#### MATERIAL FOR THIS TASK:
####
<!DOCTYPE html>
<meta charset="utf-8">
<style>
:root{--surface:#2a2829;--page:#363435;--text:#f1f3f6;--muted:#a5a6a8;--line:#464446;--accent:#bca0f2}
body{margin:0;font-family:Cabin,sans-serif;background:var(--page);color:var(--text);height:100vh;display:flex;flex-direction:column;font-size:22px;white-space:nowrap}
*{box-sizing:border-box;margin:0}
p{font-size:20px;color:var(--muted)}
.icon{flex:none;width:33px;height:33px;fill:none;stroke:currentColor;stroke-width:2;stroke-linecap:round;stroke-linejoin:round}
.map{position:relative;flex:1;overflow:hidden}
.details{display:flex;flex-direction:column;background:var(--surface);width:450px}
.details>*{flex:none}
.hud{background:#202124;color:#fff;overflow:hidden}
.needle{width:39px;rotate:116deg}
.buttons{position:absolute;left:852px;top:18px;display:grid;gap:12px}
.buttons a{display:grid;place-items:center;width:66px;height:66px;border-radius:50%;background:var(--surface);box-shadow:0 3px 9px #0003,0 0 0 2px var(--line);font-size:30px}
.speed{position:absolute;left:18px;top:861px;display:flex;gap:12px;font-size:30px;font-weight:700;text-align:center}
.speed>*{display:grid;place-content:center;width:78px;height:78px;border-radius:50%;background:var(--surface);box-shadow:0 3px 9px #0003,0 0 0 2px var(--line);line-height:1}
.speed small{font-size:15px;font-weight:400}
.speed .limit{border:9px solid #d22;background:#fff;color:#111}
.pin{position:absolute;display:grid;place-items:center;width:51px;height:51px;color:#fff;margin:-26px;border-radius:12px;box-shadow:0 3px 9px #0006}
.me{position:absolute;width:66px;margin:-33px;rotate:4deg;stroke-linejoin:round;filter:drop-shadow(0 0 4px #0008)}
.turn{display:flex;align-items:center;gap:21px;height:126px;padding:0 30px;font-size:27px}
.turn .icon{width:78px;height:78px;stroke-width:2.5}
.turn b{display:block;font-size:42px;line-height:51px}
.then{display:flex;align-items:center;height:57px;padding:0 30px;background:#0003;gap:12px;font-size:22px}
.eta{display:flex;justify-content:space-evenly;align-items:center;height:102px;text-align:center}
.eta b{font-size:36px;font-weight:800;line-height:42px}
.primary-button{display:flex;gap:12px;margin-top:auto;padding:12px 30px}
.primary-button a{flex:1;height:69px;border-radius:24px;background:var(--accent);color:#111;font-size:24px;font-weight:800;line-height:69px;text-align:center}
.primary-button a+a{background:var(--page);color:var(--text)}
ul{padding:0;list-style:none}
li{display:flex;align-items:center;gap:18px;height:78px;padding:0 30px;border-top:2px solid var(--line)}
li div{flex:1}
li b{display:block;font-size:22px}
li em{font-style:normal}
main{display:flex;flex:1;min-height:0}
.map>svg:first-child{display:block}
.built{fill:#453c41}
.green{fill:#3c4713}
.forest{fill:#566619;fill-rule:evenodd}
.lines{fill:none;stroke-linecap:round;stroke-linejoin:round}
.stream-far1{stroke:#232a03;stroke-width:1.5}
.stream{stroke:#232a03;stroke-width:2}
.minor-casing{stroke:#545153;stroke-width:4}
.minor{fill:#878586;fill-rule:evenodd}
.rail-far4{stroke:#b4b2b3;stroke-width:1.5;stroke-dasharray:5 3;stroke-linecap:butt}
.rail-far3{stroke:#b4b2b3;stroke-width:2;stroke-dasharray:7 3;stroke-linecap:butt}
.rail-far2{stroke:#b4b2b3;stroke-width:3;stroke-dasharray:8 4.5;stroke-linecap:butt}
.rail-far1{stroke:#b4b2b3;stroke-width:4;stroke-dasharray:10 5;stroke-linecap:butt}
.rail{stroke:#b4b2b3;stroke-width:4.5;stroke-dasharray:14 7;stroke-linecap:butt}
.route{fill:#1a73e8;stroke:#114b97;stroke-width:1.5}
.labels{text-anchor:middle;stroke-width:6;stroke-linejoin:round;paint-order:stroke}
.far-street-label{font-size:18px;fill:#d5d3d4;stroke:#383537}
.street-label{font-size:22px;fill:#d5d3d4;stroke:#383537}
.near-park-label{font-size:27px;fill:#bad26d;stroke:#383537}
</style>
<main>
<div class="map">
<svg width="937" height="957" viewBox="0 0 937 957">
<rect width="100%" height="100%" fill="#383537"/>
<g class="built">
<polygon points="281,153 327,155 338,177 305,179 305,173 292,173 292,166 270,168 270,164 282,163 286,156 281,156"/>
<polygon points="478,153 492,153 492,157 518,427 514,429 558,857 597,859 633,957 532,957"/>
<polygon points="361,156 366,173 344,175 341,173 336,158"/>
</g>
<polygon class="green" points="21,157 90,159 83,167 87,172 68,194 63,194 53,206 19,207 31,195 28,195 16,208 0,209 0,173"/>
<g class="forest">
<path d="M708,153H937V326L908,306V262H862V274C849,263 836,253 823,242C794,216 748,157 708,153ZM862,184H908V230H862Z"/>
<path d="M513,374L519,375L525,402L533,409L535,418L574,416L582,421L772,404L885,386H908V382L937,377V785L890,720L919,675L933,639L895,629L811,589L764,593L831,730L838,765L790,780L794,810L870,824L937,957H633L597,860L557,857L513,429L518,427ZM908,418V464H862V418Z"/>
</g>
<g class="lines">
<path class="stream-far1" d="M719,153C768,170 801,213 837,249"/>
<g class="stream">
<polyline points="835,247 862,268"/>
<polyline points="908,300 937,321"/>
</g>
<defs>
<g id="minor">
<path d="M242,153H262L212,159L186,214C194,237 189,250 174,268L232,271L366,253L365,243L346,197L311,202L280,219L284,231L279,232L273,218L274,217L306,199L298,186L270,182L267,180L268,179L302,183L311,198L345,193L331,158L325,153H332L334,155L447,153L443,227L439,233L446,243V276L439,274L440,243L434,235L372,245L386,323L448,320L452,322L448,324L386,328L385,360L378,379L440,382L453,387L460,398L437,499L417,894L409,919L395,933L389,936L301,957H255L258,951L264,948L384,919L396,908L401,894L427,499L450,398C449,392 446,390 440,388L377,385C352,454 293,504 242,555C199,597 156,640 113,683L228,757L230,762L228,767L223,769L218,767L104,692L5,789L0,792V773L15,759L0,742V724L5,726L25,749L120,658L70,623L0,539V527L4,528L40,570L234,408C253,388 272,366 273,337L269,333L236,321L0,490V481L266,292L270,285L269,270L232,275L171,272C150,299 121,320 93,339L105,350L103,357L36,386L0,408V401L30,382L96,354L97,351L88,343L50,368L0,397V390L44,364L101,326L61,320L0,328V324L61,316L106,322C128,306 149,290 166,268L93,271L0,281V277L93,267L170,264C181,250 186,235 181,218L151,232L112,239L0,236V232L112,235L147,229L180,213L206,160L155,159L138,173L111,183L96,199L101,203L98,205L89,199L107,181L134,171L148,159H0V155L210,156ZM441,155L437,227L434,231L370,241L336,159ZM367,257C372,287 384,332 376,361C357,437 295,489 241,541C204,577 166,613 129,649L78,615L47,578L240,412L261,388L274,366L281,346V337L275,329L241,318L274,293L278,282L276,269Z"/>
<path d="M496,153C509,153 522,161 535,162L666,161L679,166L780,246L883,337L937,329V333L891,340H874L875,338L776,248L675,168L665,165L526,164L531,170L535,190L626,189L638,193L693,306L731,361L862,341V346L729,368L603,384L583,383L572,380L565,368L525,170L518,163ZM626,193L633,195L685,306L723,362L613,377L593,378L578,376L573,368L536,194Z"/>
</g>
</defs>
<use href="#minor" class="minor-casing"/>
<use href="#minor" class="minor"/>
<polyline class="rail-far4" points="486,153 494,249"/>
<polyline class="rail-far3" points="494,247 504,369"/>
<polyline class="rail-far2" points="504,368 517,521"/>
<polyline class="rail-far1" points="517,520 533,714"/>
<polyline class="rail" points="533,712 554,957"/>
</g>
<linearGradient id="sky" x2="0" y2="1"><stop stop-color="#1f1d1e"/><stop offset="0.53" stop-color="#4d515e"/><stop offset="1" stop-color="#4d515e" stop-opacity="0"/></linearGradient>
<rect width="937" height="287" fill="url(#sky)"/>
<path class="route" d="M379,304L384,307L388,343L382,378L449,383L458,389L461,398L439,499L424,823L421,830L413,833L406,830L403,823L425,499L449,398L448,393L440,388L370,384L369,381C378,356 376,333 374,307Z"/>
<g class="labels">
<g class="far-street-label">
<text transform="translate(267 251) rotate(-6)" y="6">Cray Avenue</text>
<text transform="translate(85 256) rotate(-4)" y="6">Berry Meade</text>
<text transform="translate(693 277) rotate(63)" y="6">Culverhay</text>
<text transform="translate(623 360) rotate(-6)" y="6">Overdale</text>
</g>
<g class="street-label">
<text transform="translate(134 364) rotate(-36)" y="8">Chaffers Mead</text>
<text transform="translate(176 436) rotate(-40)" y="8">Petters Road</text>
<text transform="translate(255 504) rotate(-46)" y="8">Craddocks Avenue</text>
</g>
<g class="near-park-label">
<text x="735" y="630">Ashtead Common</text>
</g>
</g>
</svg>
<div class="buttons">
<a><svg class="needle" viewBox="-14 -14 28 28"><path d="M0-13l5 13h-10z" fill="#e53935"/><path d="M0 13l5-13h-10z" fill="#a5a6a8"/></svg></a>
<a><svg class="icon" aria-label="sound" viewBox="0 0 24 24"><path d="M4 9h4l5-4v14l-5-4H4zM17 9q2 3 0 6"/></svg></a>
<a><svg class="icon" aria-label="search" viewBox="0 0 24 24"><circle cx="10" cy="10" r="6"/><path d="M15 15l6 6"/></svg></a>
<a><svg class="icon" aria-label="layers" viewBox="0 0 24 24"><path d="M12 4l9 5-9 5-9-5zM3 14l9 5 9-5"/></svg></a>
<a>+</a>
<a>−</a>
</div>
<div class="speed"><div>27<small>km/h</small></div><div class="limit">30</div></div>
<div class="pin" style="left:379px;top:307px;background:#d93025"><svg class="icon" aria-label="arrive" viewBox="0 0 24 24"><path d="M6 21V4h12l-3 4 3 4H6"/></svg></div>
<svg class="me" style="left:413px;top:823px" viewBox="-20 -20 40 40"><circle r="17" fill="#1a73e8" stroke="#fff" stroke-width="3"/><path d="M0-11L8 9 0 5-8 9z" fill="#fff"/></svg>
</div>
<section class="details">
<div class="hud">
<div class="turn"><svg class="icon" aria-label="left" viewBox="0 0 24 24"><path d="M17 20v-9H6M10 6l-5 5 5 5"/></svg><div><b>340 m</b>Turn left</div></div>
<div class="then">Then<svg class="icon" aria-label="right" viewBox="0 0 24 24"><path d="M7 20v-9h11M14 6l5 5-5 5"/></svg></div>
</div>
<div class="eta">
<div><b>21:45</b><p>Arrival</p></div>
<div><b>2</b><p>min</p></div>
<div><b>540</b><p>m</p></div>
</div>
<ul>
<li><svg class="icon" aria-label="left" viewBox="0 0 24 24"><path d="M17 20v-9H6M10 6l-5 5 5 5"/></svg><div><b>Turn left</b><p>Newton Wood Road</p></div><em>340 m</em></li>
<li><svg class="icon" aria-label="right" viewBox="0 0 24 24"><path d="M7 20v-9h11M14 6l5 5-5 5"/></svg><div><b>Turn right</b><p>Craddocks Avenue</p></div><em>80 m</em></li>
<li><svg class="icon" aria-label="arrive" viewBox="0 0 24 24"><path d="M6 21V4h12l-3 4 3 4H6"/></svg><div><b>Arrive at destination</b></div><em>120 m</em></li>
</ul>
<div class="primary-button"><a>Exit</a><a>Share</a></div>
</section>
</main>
####
#### PROBLEM STATEMENT:
Go through the records above and copy each line where "buttons" is found.

#### SOLUTION FOR THIS PROBLEM:
.buttons{position:absolute;left:852px;top:18px;display:grid;gap:12px}
.buttons a{display:grid;place-items:center;width:66px;height:66px;border-radius:50%;background:var(--surface);box-shadow:0 3px 9px #0003,0 0 0 2px var(--line);font-size:30px}
<div class="buttons">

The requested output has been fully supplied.